Other world-shaking inventions have inventors a little more obscure - far too many people don't know that Nikola Tesla invented alternating current, without which you wouldn't have power in your home - and some are downright forgotten.
Partly this is because we don't think of some things as inventions.
Quick, name the inventor of the modern men's suit.
Don't know? Maybe it didn't have precisely one inventor, but a single man changed the course of men's fashion, ushering in the birth of everything from the tuxedo to the power suit.
George Bryan "Beau" Brummell was born in 1778 in England, the grandson of a shopkeeper, the son of a private secretary to a wealthy lord. Although he wasn't noble himself - something that still mattered a great deal then - he grew up around the nobility, and in his teens met and befriended the Prince of Wales, the future Prince Regent.
In the decades before Brummell was born, men's and women's fashion in western Europe was dominated by excess. The nobility wore ruffled shirts exploding with lace at the cuffs, along with coats trimmed in gold braid or fur. The colours were anything but subdued, with pink, scarlet, mustard yellow, and green common. Everything was typically topped with a powdered wig, or powdered white hair.
The more formal the occasion, the more elaborate the costuming became. A major court event could resemble a collision between New Orleans Mardi Gras, Halloween, and a Gay Pride Parade.

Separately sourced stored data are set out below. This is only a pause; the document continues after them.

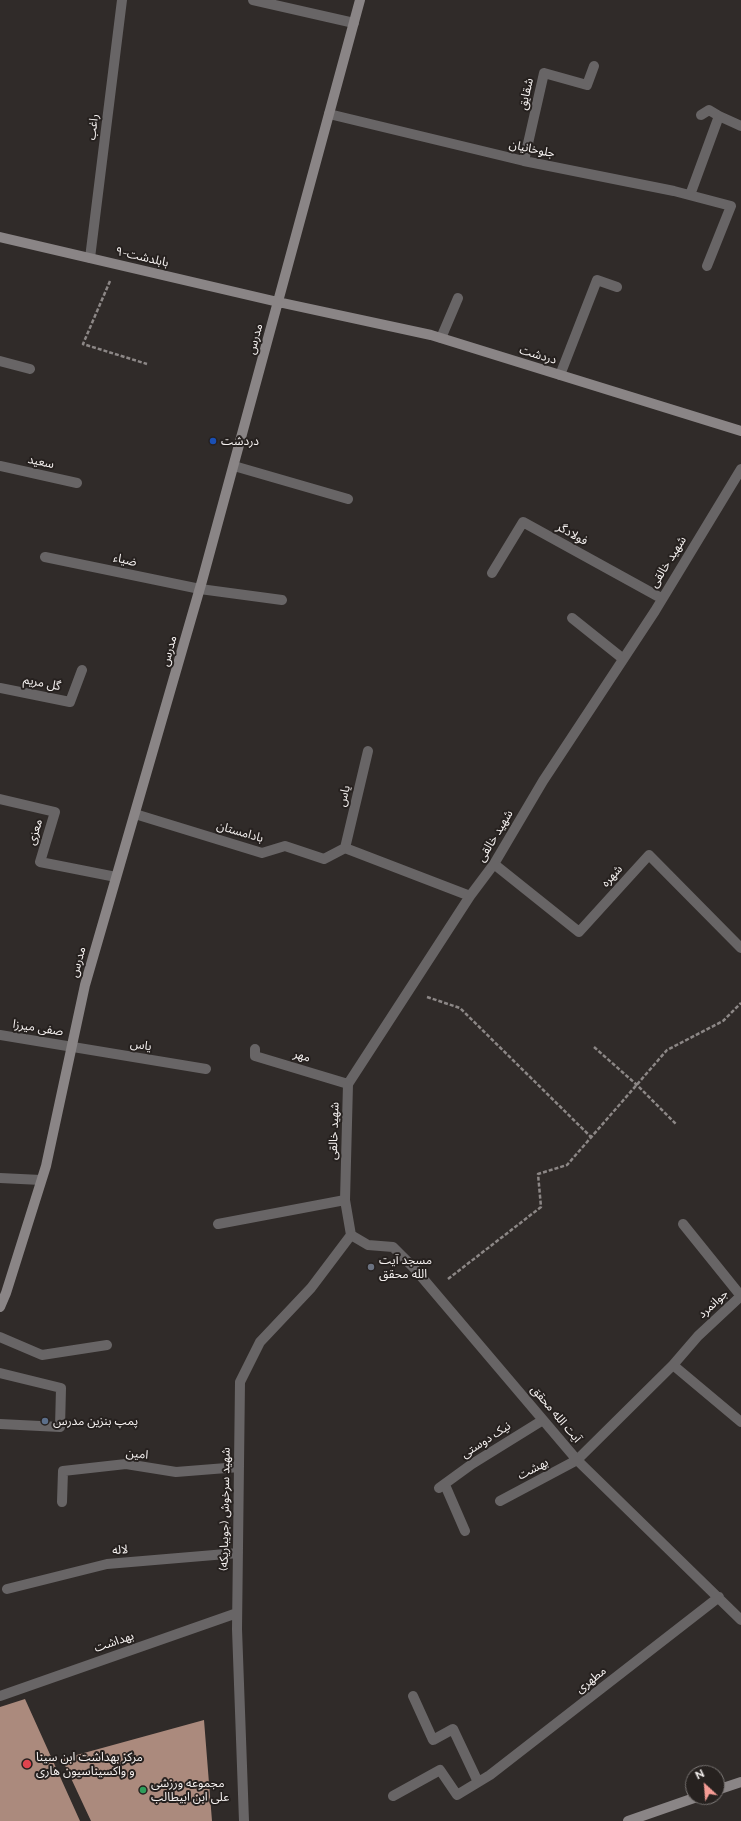 <!DOCTYPE html>
<meta charset="utf-8">
<style>
body{margin:0}
#map{position:relative;width:741px;height:1821px;overflow:hidden;background:#302b29;font-family:Raleway,sans-serif}
canvas{display:block}
.north{position:absolute;left:685px;top:1765px;width:40px;height:40px;box-sizing:border-box;background:#26211f;border:1px solid #797573;border-radius:50%;rotate:334deg;font-size:11px;font-weight:700;line-height:16px;text-align:center;color:#f6f2f1}
.north::after{content:'';display:block;margin:auto;width:14px;height:18px;background:#f59c95;clip-path:polygon(50% 0,100% 100%,50% 72%,0 100%)}
</style>
<div id="map">
<canvas width="741" height="1821"></canvas>
<div class="north">N</div>
</div>
<script>
const g = document.querySelector('canvas').getContext('2d');
g.lineJoin = 'round';
function paint(path, color) { g.fillStyle = color; g.fill(path, 'evenodd'); }
function strokePath(path, color, width, dash) { g.strokeStyle = color; g.lineWidth = width; g.lineCap = dash ? 'butt' : 'round'; g.setLineDash(dash || []); g.stroke(path); }
function label(font, color, halo, rows, align = 'center') {
  g.font = font + ' Raleway,"Noto Sans Arabic",sans-serif'; g.lineWidth = 4; g.setLineDash([]); g.textBaseline = 'middle'; g.strokeStyle = halo; g.fillStyle = color; for (const [text, x, y, turn = 0] of rows) {
    g.save(); g.translate(x, y); g.rotate((+turn || 0) * Math.PI / 180); g.textAlign = isNaN(turn) ? turn : align; if (halo) g.strokeText(text, 0, 0); g.fillText(text, 0, 0); g.restore();
  }
}
const building = new Path2D(`
 M25,1699L80,1821H0V1707Z
 M204,1720L212,1821H91L62,1759Z`);
const path = new Path2D(`
 M110,281L83,344L147,364
 M427,997L460,1008L591,1137
 M594,1047L637,1085L677,1125
 M448,1279L541,1207L538,1174L567,1165L667,1050L723,1021L741,1003`);
const lane = new Path2D(`
 M0,1373L61,1388L60,1427L0,1424`);
const street = new Path2D(`
 M253,0L354,23
 M329,114L524,161L674,191L731,206L707,266
 M719,116L741,126
 M524,161L544,73L587,85L594,66
 M690,195L719,116L709,110L701,115
 M90,258L122,0
 M441,338L458,298
 M0,361L30,369
 M560,375L597,280L617,287
 M0,466L77,483
 M234,466L348,499
 M45,557L200,589L282,600
 M492,573L523,522L661,598
 M572,618L622,658
 M0,688L70,702L82,670
 M0,799L55,812L40,862L116,877
 M135,814L262,853L285,846L324,859L345,848L470,896
 M345,848L368,751
 M494,864L579,932L649,855L741,948
 M0,1035L206,1069
 M255,1049V1056L348,1084
 M0,1178L41,1180
 M218,1224L345,1200
 M351,1235L345,1200L348,1084L470,896L494,864L543,781L655,611L741,469
 M351,1235L368,1245L393,1247L414,1268L577,1460L741,1620
 M0,1337L42,1355L107,1345
 M673,1365L741,1422
 M445,1485L465,1531
 M439,1488L472,1464L543,1420
 M500,1501L577,1460L673,1365L698,1336L741,1296L683,1224
 M62,1502L63,1471L126,1464L176,1472L239,1467
 M7,1589L107,1564L238,1553
 M0,1696L237,1613
 M413,1696L433,1740L453,1729L478,1782
 M393,1796L440,1770L457,1795L490,1775L719,1597
 M244,1821L237,1629L240,1382L260,1342L311,1288L351,1235`);
const secondary = new Path2D(`
 M0,237L278,302L431,335L741,431
 M0,1307L6,1293L46,1166L85,985L202,581L360,0
 M717,1790L741,1782
 M628,1821L697,1797`);
const markers = [
 [213,441,4,"#1a4fb4"],
 [371,1267,4,"#6b7280"],
 [45,1421,4,"#5c6f8a"],
 [27,1764,5,"#e0444e"],
 [143,1790,4,"#2e9e5b"]
];
const streetNames = [
 ["شقایق",526,94,-77],
 ["راغب",93,127,-83],
 ["جلوخانیان",532,149,12],
 ["۹-بابلدشت",142,257,13],
 ["مدرس",255,339,-75],
 ["دردشت",538,355,17],
 ["سعید",41,462,12],
 ["فولادگر",572,534,29],
 ["ضیاء",125,560,12],
 ["شهید خالقی",668,562,-58],
 ["مدرس",169,651,-74],
 ["گل مریم",42,683,11],
 ["یاس",344,796,-77],
 ["معزی",35,832,-73],
 ["بادامستان",240,832,16],
 ["شهید خالقی",495,836,-59],
 ["شهره",612,876,-47],
 ["مدرس",78,962,-74],
 ["صفی میرزا",38,1028,9],
 ["یاس",141,1045,9],
 ["مهر",302,1056,17],
 ["شهید خالقی",334,1131,-88],
 ["جوانمرد",713,1304,-43],
 ["آیت الله محقق",556,1414,50],
 ["نیک دوستی",486,1440,-33],
 ["امین",137,1454,6],
 ["بهشت",533,1469,-28],
 ["شهید سرخوش (جویباریکه)",225,1509,-89],
 ["لاله",120,1550,-5],
 ["بهداشت",114,1642,-19],
 ["مطهری",591,1680,-38]
];
const poiNames = [
 ["دردشت",221,441],
 ["مسجد آیت",379,1260],
 ["الله محقق",379,1274],
 ["پمپ بنزین مدرس",53,1421],
 ["مرکز بهداشت ابن سینا",36,1757],
 ["و واکسیناسیون هاری",36,1771],
 ["مجموعه ورزشی",151,1783],
 ["علی ابن ابیطالب",151,1797]
];
paint(building, '#ab8a7d');
strokePath(path, '#8c8786', 2.5, [4, 2]);
strokePath(lane, '#686566', 10);
strokePath(street, '#686566', 10);
strokePath(secondary, '#8a8586', 10);
for (const [x, y, r, color] of markers) { const dot = new Path2D(); dot.arc(x, y, r, 0, 2 * Math.PI); g.fillStyle = color; g.fill(dot); strokePath(dot, '#26211f', 1.5); }
label('12px', '#f6f2f1', '#26211f', streetNames);
label('12px', '#f6f2f1', '#26211f', poiNames, 'left');
</script>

Brummell, a witty, self-centred man, popularized a new style of dress. First, he all but killed off the combination of breeches and stockings, substituting trousers. He did away with lace cuffs and frilly collars, preferring an elaborate cravat, the forerunner of the necktie. And he ditched bright colours, preferring subdued tones. Brummell's clothing looks odd by modern standards, but it's still clearly the ancestor of a suit.
This is not to say that Brummell was less concerned with his clothes. In fact, he was a legend in his own time for the elaborate care he took with every aspect of his appearance.

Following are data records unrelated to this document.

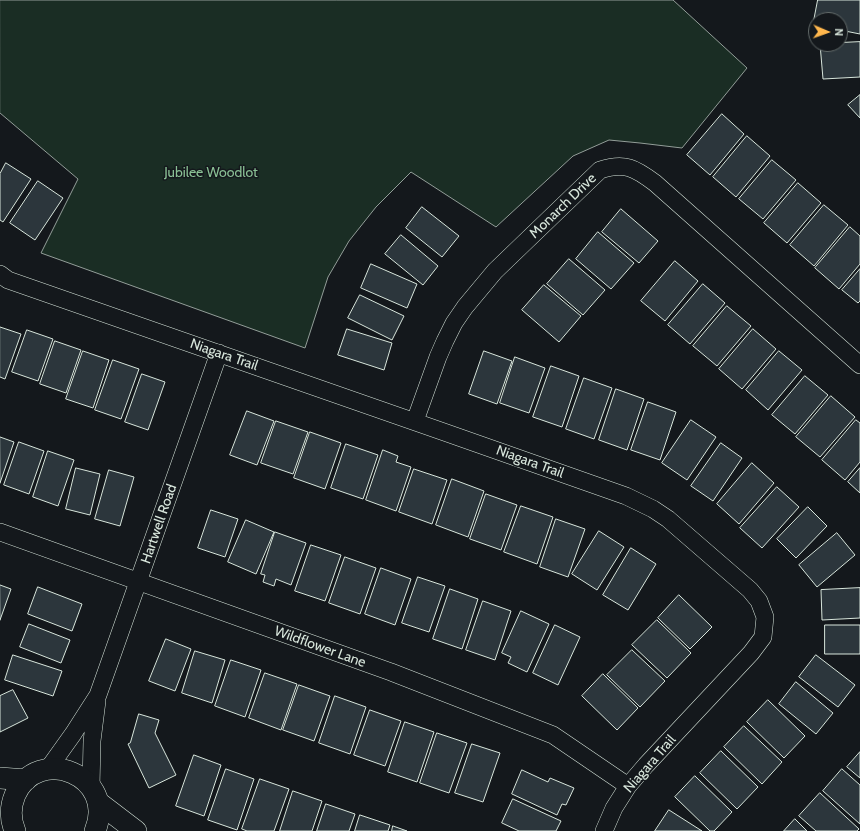 <!DOCTYPE html>
<html>
<head>
<meta charset="utf-8">
<style>
  body { margin:0 }
  #map { position:relative; width:860px; height:831px; overflow:hidden; background:#14181c; font-family:Cabin,sans-serif }
  canvas { display:block }
  .north { position:absolute; left:808px; top:12px; width:40px; height:40px; box-sizing:border-box; background:#14181c; border:1px solid #626a69; border-radius:50%; rotate:92deg; font-size:11px; font-weight:700; line-height:16px; text-align:center; color:#d8e6dc }
  .north::after { content:''; display:block; margin:auto; width:14px; height:18px; background:#ffb74d; clip-path:polygon(50% 0,100% 100%,50% 72%,0 100%) }
</style>
</head>
<body>
<div id="map">
<canvas width="860" height="831"></canvas>
<div class="north">N</div>
</div>
<script>
const ctx = document.querySelector('canvas').getContext('2d');
ctx.lineJoin = 'round';
function paint(path, color) { ctx.fillStyle = color; ctx.fill(path, 'evenodd'); }
function trace(path, color, width, dash) { ctx.strokeStyle = color; ctx.lineWidth = width; ctx.lineCap = dash ? 'butt' : 'round'; ctx.setLineDash(dash || []); ctx.stroke(path); }
function drawText(font, color, halo, rows, align = 'center') {
  ctx.font = font + ' Cabin,sans-serif'; ctx.lineWidth = 3; ctx.setLineDash([]); ctx.textBaseline = 'middle'; ctx.strokeStyle = halo; ctx.fillStyle = color; for (const [text, x, y, turn = 0] of rows) {
    ctx.save(); ctx.translate(x, y); ctx.rotate((+turn || 0) * Math.PI / 180); ctx.textAlign = isNaN(turn) ? turn : align; if (halo) ctx.strokeText(text, 0, 0); ctx.fillText(text, 0, 0); ctx.restore();
  }
}
const green = new Path2D(`
  M0 0H673L747 68 682 148 640 143 609 140 573 156 496 227 411 172 376 207 349 241 328 277 305 348 41 253 78 179 0 113Z`);
paint(green, '#1a2d24');
trace(green, '#939e99', 1);
const building = new Path2D(`
  M818 0H860V34L840 30V20H816V26H813Z
  M860 42V77L823 79 820 44H840V43Z
  M860 95V118L848 105Z
  M722 114 744 134 710 175 687 155Z
  M747 136 770 156 736 197 713 177Z
  M772 160 796 180 763 219 739 199Z
  M6 163 31 179 3 222 0 220V174Z
  M38 181 63 198 35 240 10 223Z
  M798 183 821 203 787 243 764 223Z
  M824 205 848 225 814 266 790 245Z
  M422 207 459 236 442 257 406 228Z
  M621 209 658 241 639 263 602 232Z
  M850 227 860 236V264L839 289 815 268Z
  M598 232 634 263 611 289 576 259Z
  M401 235 438 266 423 285 385 254Z
  M569 259 605 290 583 315 547 284Z
  M675 261 698 281 665 321 641 301Z
  M371 264 417 284 407 308 361 288Z
  M860 269V301L858 303 842 290Z
  M703 284 725 303 690 344 668 325Z
  M544 285 581 316 559 342 522 310Z
  M360 295 404 316 392 340 348 318Z
  M727 306 751 326 717 366 693 346Z
  M0 327 21 334 5 379 0 377Z
  M347 329 392 343 384 370 338 355Z
  M753 329 776 349 742 389 719 369Z
  M27 330 53 339 38 381 12 372Z
  M55 341 81 350 66 393 40 384Z
  M83 351 109 360 93 408 66 399Z
  M484 351 512 361 497 404 469 394Z
  M779 351 802 370 768 410 746 390Z
  M515 357 545 368 529 413 500 403Z
  M113 360 139 369 121 419 95 410Z
  M551 366 579 376 562 427 533 417Z
  M142 374 165 382 148 430 125 422Z
  M805 376 828 395 795 434 772 415Z
  M584 378 612 388 594 439 566 429Z
  M616 389 644 399 627 450 599 440Z
  M831 396 855 417 820 457 796 437Z
  M648 402 676 412 660 460 631 450Z
  M247 411 274 421 257 465 230 455Z
  M691 420 716 437 687 480 662 463Z
  M856 420 860 423V462L845 480 822 460Z
  M276 421 308 432 293 474 261 463Z
  M310 432 341 443 325 489 294 478Z
  M0 437 14 442 0 483Z
  M19 442 44 451 29 494 4 485Z
  M721 443 742 458 713 501 691 486Z
  M346 444 378 455 363 499 331 488Z
  M383 450 398 456 396 462 411 467 396 511 366 500Z
  M48 451 74 460 58 506 33 497Z
  M752 463 774 483 739 524 717 504Z
  M76 468 100 474 90 515 66 509Z
  M860 468V493L848 482Z
  M414 469 447 480 432 524 399 512Z
  M109 470 134 477 120 526 95 519Z
  M452 479 484 491 468 537 436 525Z
  M777 487 799 507 762 548 740 528Z
  M486 494 517 505 501 550 470 539Z
  M521 506 553 517 537 564 504 552Z
  M808 507 827 526 796 558 777 539Z
  M211 510 238 519 225 557 198 548Z
  M556 519 585 529 568 577 540 567Z
  M246 520 274 532 256 574 228 562Z
  M599 531 624 547 597 590 572 574Z
  M275 532 306 543 291 585 276 579 274 586 263 582 265 575 261 574Z
  M837 533 855 555 817 587 799 565Z
  M311 545 341 555 325 601 295 591Z
  M631 548 656 564 628 610 603 595Z
  M345 557 376 568 360 614 329 603Z
  M381 568 411 579 395 625 365 614Z
  M418 577 445 586 429 632 402 623Z
  M0 585 11 589 0 620Z
  M38 587 82 604 72 631 28 614Z
  M860 588V618L822 620 821 590Z
  M450 589 478 599 462 649 433 639Z
  M679 595 712 627 690 649 658 618Z
  M483 601 511 611 495 660 466 650Z
  M521 611 549 624 527 672 508 663 511 657 502 653Z
  M657 620 691 653 667 678 632 645Z
  M29 624 70 640 61 663 20 647Z
  M555 625 580 637 558 685 533 673Z
  M825 625H860V654H825Z
  M166 639 191 649 175 691 149 681Z
  M632 650 665 681 640 707 607 675Z
  M195 651 225 660 212 703 182 693Z
  M13 655 62 671 53 696 5 680Z
  M816 655 855 685 838 707 799 677Z
  M231 660 261 670 245 717 215 706Z
  M265 673 297 684 281 730 249 718Z
  M603 674 638 708 617 730 582 696Z
  M796 682 833 713 816 734 779 704Z
  M299 685 330 696 314 741 283 730Z
  M13 690 28 718 0 732V696Z
  M335 696 366 707 350 754 319 743Z
  M768 700 805 736 784 758 747 722Z
  M370 710 401 721 385 766 354 755Z
  M139 714 159 720 155 733 176 775 149 788 128 744 130 743Z
  M405 722 434 732 417 782 388 772Z
  M744 726 782 762 762 784 724 747Z
  M437 733 467 743 449 793 420 783Z
  M472 744 500 753 483 802 455 793Z
  M721 751 758 787 737 809 700 773Z
  M860 752V778L847 767Z
  M194 755 221 765 204 816 176 806Z
  M226 769 254 779 237 830 208 820Z
  M842 769 860 785V824L823 791Z
  M522 770 548 782 550 778 574 788 566 805 562 804 557 815 512 794Z
  M695 776 732 812 714 831H710L675 797Z
  M260 779 289 789 274 831H247L242 829Z
  M293 791 322 801 312 831H280Z
  M820 793 859 829 857 831H816L799 816Z
  M513 799 561 821 556 831H519L502 823Z
  M326 804 355 814 349 831H317Z
  M669 810 702 831H655Z
  M360 815 390 825 388 831H355Z
  M795 819 807 831H784Z
  M393 826 407 831H392Z`);
paint(building, '#2c363c');
trace(building, '#d8e6dc', 1);
const minor = new Path2D(`
  M0 274 8 280 444 432 626 496 653 509 668 519 750 590 759 601 765 617 763 637 751 653 646 765 628 786 614 808 604 831
  M415 421 438 357 445 341 454 323 465 307 495 271 600 170C625 162 635 168 655 183L860 365
  M0 532 391 672 553 735 628 786
  M48 769 73 734 98 695 219 353
  M91 787 92 741 97 701`);
const tertiary = new Path2D(`
  M0 778 26 780
  M98 802 136 831
  M15 831C10 819 10 807 15 795 38 743 118 776 95 831`);
trace(minor, '#d8e6dc', 18);
trace(tertiary, '#d8e6dc', 22);
trace(minor, '#14181c', 17);
trace(tertiary, '#14181c', 21);
drawText('14px', '#8ac095', '#14181c', [
  ["Jubilee Woodlot",211,173]
]);
drawText('14px', '#d8e6dc', '#14181c', [
  ["Monarch Drive",563,206,-44],
  ["Niagara Trail",224,355,19],
  ["Niagara Trail",530,462,20],
  ["Hartwell Road",159,524,-71],
  ["Wildflower Lane",320,647,20],
  ["Niagara Trail",650,764,-49]
]);
</script>
</body>
</html>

He made wild claims: that he took several hours to dress and style his hair, that he used champagne to polish his boots, that he had every piece of clothing made by a different, specialized tailor.
Some of his claims were probably true. Beau Brummell came onto the social scene at the same time that the word dandy appeared in slang, and he exemplified that word for almost 20 years.
His fall was hard. Calling the Prince Regent fat in public was a part of it (hey, it was true), but it was mainly debt that brought Brummell low. In 1816, he fled to France, where he lived cheaply (though still well dressed) and avoided his many creditors. In trying to live like the nobility, he had burned through a sizeable fortune in a little more than two decades.
It was the people who came up in Brummell's wake who took up his fashions. His view that the cut of a suit should be more important than ostentatious ornaments must have seemed perfect for the rising industrial middle classes. Factory owners, managers, bureaucrats, and engineers bought suits in plain shades that didn't compete with the grandeur of the 18th century.
By the time of Brummell's death, the power of aristocrats was slipping away. The new powerful classes wore the uniform created by the grandson of a shopkeeper who had aspired to be a lord of fashion.